Stored data entries
================================

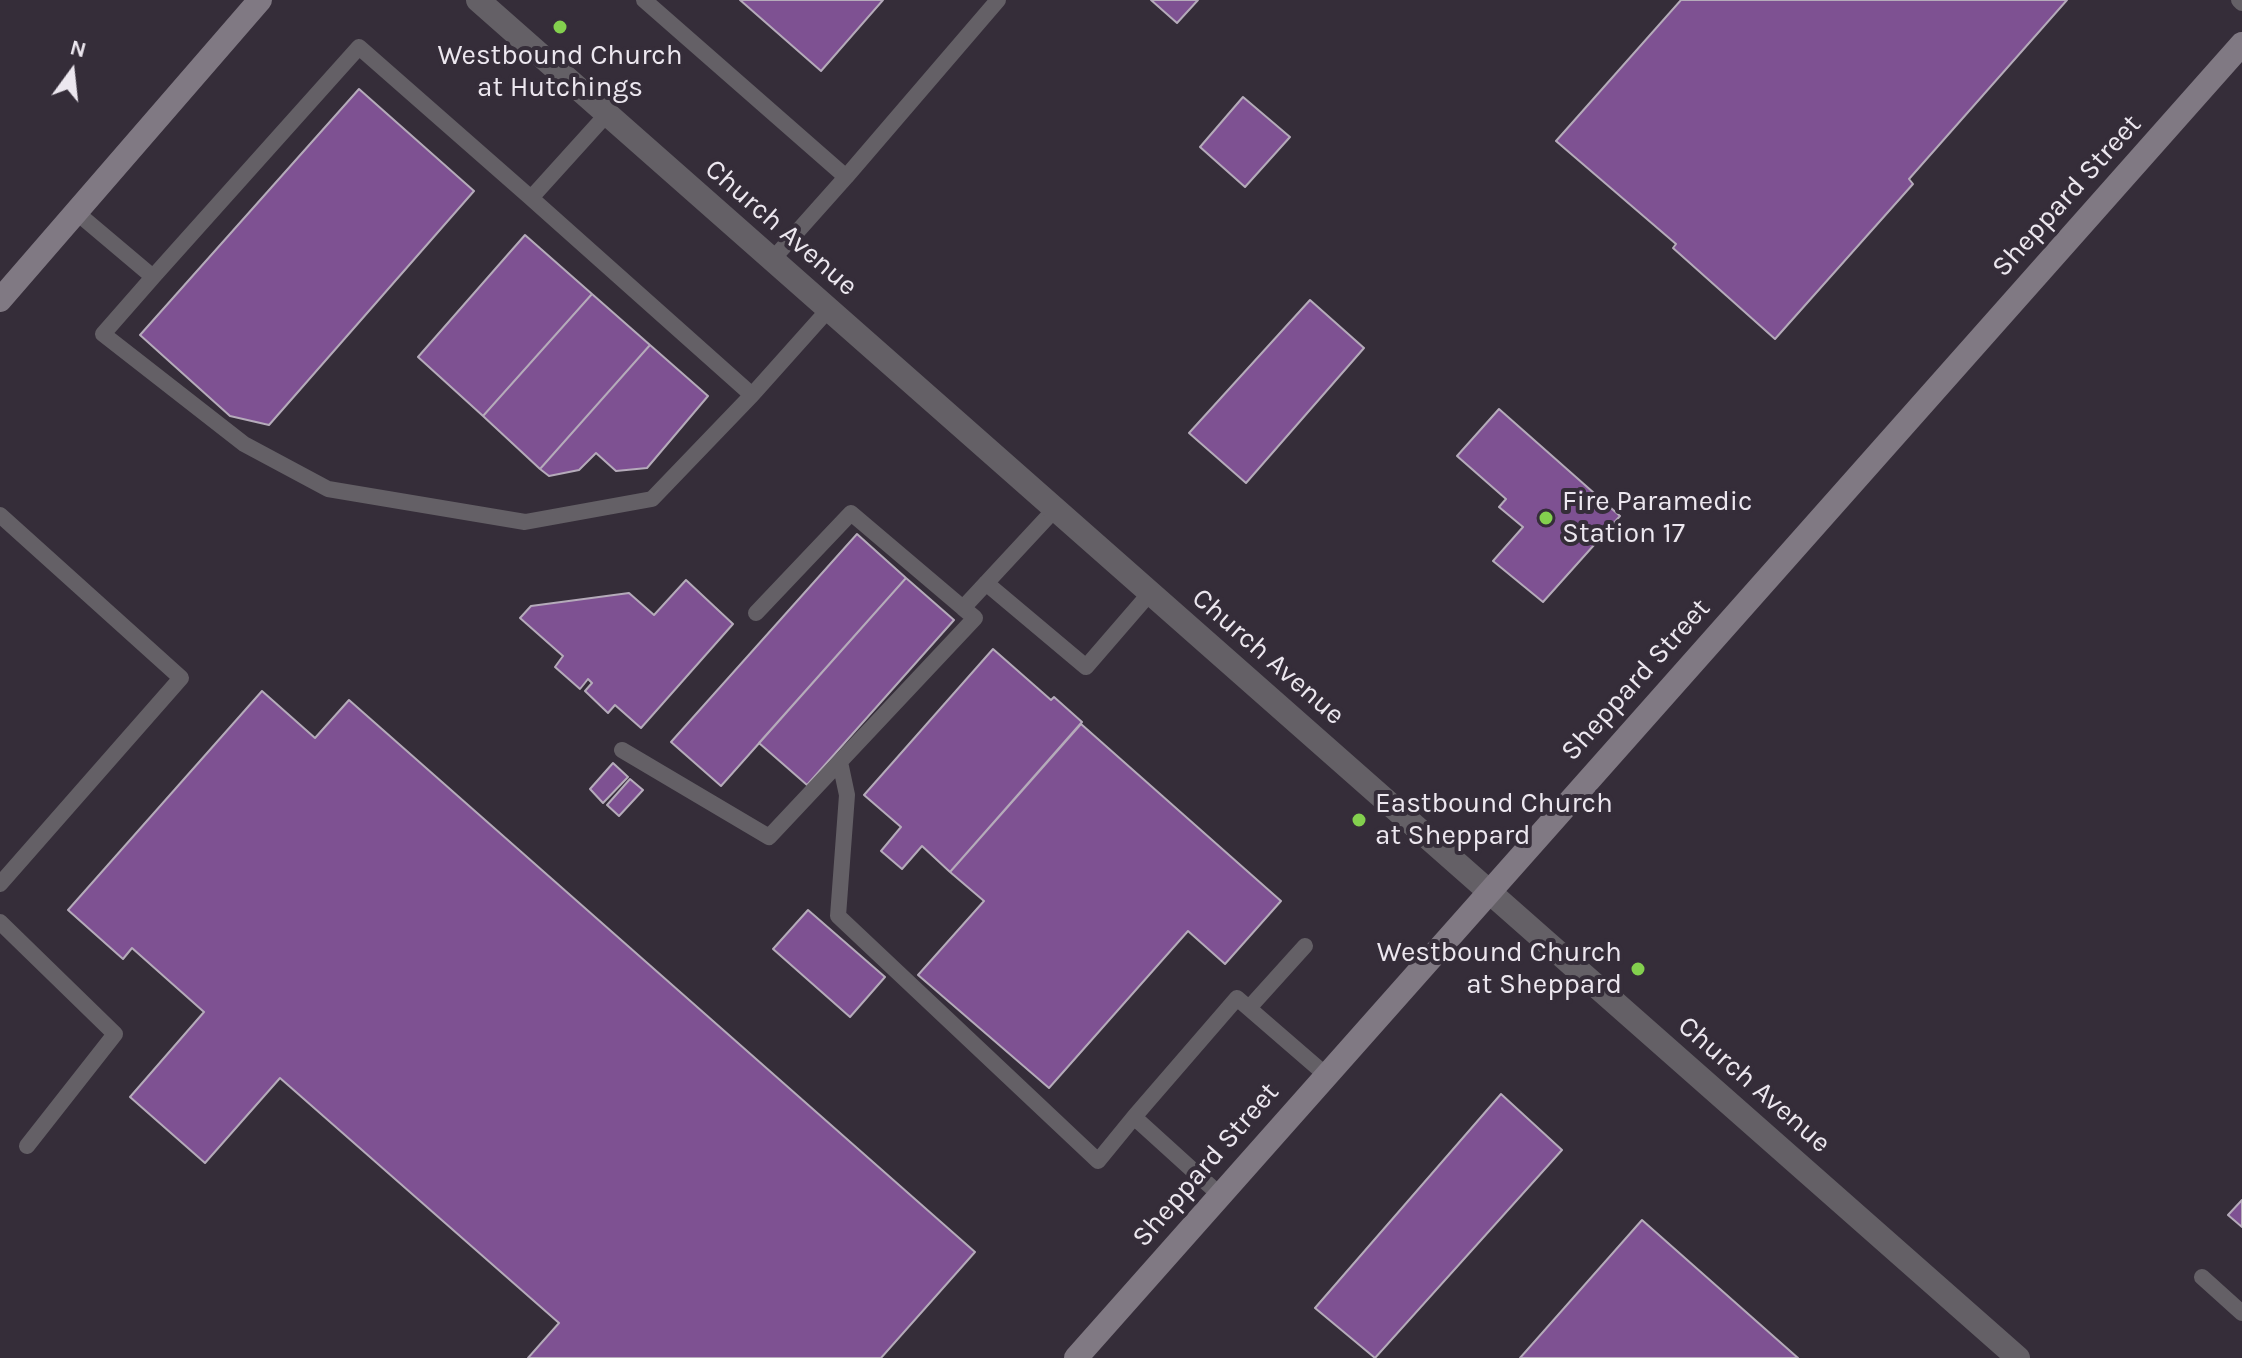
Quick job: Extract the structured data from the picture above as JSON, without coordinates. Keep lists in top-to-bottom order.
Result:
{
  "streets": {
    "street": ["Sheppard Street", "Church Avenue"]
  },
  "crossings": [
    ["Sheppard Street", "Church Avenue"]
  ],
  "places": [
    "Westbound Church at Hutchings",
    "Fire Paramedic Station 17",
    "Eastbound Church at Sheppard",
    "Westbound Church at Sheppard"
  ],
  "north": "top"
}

================================

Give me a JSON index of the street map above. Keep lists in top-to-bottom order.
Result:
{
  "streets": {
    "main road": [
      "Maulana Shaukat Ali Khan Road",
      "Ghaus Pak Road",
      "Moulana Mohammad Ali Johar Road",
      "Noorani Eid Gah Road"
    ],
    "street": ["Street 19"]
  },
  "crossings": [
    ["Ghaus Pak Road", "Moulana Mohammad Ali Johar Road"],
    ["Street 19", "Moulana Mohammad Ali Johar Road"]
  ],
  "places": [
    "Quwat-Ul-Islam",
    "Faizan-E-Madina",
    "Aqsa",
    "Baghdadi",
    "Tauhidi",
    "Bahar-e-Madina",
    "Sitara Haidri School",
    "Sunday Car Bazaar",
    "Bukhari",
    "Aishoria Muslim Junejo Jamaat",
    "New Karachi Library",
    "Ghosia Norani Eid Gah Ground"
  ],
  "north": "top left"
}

================================

TASK INSTRUCTIONS ->
Say how many lines above include "bottom". The number alone is the answer.

ANSWER FOR THE TASK ->
2